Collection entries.
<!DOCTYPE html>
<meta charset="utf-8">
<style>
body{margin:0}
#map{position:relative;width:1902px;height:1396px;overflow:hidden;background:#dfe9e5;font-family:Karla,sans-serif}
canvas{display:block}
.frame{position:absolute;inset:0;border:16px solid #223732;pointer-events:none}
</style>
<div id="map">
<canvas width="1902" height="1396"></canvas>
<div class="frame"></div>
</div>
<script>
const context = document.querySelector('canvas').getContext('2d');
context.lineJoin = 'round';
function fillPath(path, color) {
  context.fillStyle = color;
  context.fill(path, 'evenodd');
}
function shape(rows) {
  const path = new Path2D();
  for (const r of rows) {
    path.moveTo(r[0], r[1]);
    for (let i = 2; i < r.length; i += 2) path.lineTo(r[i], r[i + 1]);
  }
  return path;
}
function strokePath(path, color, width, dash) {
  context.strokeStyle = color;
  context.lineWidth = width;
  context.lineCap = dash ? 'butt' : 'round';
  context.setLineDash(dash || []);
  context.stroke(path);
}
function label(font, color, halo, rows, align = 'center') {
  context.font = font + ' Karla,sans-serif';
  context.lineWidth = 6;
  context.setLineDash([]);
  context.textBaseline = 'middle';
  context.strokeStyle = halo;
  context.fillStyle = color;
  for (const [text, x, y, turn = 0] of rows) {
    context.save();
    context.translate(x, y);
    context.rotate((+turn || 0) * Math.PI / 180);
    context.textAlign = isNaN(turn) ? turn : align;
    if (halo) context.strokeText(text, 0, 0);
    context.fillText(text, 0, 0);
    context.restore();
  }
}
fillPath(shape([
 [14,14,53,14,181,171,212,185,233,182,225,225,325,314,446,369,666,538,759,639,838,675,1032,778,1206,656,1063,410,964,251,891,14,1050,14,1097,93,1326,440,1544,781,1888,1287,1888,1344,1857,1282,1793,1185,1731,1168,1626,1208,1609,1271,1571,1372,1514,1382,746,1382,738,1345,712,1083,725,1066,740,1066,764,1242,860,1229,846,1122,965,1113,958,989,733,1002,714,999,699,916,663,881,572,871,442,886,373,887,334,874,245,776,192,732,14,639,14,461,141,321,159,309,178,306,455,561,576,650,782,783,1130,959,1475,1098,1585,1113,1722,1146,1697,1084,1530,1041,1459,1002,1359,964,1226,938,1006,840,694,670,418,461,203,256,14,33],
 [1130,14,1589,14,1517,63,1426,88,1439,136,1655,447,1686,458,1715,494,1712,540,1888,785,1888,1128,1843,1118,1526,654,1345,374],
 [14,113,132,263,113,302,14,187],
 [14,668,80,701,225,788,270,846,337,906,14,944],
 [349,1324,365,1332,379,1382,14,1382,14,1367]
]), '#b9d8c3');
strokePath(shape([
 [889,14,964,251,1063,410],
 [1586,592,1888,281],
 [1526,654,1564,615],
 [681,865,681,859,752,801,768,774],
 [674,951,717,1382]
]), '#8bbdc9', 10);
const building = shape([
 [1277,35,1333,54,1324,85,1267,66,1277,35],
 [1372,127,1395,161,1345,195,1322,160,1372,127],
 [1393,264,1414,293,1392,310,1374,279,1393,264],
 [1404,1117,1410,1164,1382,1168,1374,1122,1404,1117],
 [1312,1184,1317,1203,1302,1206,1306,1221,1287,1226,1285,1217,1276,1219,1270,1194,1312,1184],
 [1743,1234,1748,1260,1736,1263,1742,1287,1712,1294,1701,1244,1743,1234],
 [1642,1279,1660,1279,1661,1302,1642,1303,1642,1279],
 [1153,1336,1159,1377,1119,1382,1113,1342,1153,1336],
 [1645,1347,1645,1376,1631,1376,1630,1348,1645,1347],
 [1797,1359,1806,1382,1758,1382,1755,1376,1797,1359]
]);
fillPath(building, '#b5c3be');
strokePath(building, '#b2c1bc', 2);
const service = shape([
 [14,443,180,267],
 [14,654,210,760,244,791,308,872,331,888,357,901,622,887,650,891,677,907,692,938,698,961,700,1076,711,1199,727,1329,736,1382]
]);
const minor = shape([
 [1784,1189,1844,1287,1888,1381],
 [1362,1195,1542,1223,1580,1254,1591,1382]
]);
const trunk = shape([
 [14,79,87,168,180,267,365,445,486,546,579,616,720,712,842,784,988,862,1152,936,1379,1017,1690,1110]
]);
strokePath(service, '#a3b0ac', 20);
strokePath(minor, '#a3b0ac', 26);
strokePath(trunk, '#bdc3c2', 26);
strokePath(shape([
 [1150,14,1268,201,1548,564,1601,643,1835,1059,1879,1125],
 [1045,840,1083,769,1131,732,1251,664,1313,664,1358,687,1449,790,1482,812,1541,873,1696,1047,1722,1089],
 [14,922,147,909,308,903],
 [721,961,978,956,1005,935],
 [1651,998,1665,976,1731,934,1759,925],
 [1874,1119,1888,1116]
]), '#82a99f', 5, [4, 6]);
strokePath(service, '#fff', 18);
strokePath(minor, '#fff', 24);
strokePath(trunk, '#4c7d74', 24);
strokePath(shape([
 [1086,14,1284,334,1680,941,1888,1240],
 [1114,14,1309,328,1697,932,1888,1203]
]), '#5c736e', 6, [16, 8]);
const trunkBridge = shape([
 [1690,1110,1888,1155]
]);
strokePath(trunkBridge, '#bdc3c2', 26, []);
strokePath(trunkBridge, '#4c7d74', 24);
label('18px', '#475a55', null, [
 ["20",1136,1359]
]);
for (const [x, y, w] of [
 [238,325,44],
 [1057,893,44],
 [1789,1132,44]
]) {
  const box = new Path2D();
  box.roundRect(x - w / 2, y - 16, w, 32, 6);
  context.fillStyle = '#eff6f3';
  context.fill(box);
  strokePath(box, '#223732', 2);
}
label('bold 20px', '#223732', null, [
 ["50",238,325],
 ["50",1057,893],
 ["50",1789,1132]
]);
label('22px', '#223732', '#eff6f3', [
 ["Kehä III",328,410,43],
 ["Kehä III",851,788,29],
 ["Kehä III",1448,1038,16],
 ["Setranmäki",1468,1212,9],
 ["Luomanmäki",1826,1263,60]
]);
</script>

PROBLEM REQUIREMENTS. Each line in the entries above, starting at the line with "function label(font, color, halo, rows, align" and ending at the line with "[674,951,717,1382]", is to be printed exactly, and only those lines.

RESPONSE AREA.
function label(font, color, halo, rows, align = 'center') {
  context.font = font + ' Karla,sans-serif';
  context.lineWidth = 6;
  context.setLineDash([]);
  context.textBaseline = 'middle';
  context.strokeStyle = halo;
  context.fillStyle = color;
  for (const [text, x, y, turn = 0] of rows) {
    context.save();
    context.translate(x, y);
    context.rotate((+turn || 0) * Math.PI / 180);
    context.textAlign = isNaN(turn) ? turn : align;
    if (halo) context.strokeText(text, 0, 0);
    context.fillText(text, 0, 0);
    context.restore();
  }
}
fillPath(shape([
 [14,14,53,14,181,171,212,185,233,182,225,225,325,314,446,369,666,538,759,639,838,675,1032,778,1206,656,1063,410,964,251,891,14,1050,14,1097,93,1326,440,1544,781,1888,1287,1888,1344,1857,1282,1793,1185,1731,1168,1626,1208,1609,1271,1571,1372,1514,1382,746,1382,738,1345,712,1083,725,1066,740,1066,764,1242,860,1229,846,1122,965,1113,958,989,733,1002,714,999,699,916,663,881,572,871,442,886,373,887,334,874,245,776,192,732,14,639,14,461,141,321,159,309,178,306,455,561,576,650,782,783,1130,959,1475,1098,1585,1113,1722,1146,1697,1084,1530,1041,1459,1002,1359,964,1226,938,1006,840,694,670,418,461,203,256,14,33],
 [1130,14,1589,14,1517,63,1426,88,1439,136,1655,447,1686,458,1715,494,1712,540,1888,785,1888,1128,1843,1118,1526,654,1345,374],
 [14,113,132,263,113,302,14,187],
 [14,668,80,701,225,788,270,846,337,906,14,944],
 [349,1324,365,1332,379,1382,14,1382,14,1367]
]), '#b9d8c3');
strokePath(shape([
 [889,14,964,251,1063,410],
 [1586,592,1888,281],
 [1526,654,1564,615],
 [681,865,681,859,752,801,768,774],
 [674,951,717,1382]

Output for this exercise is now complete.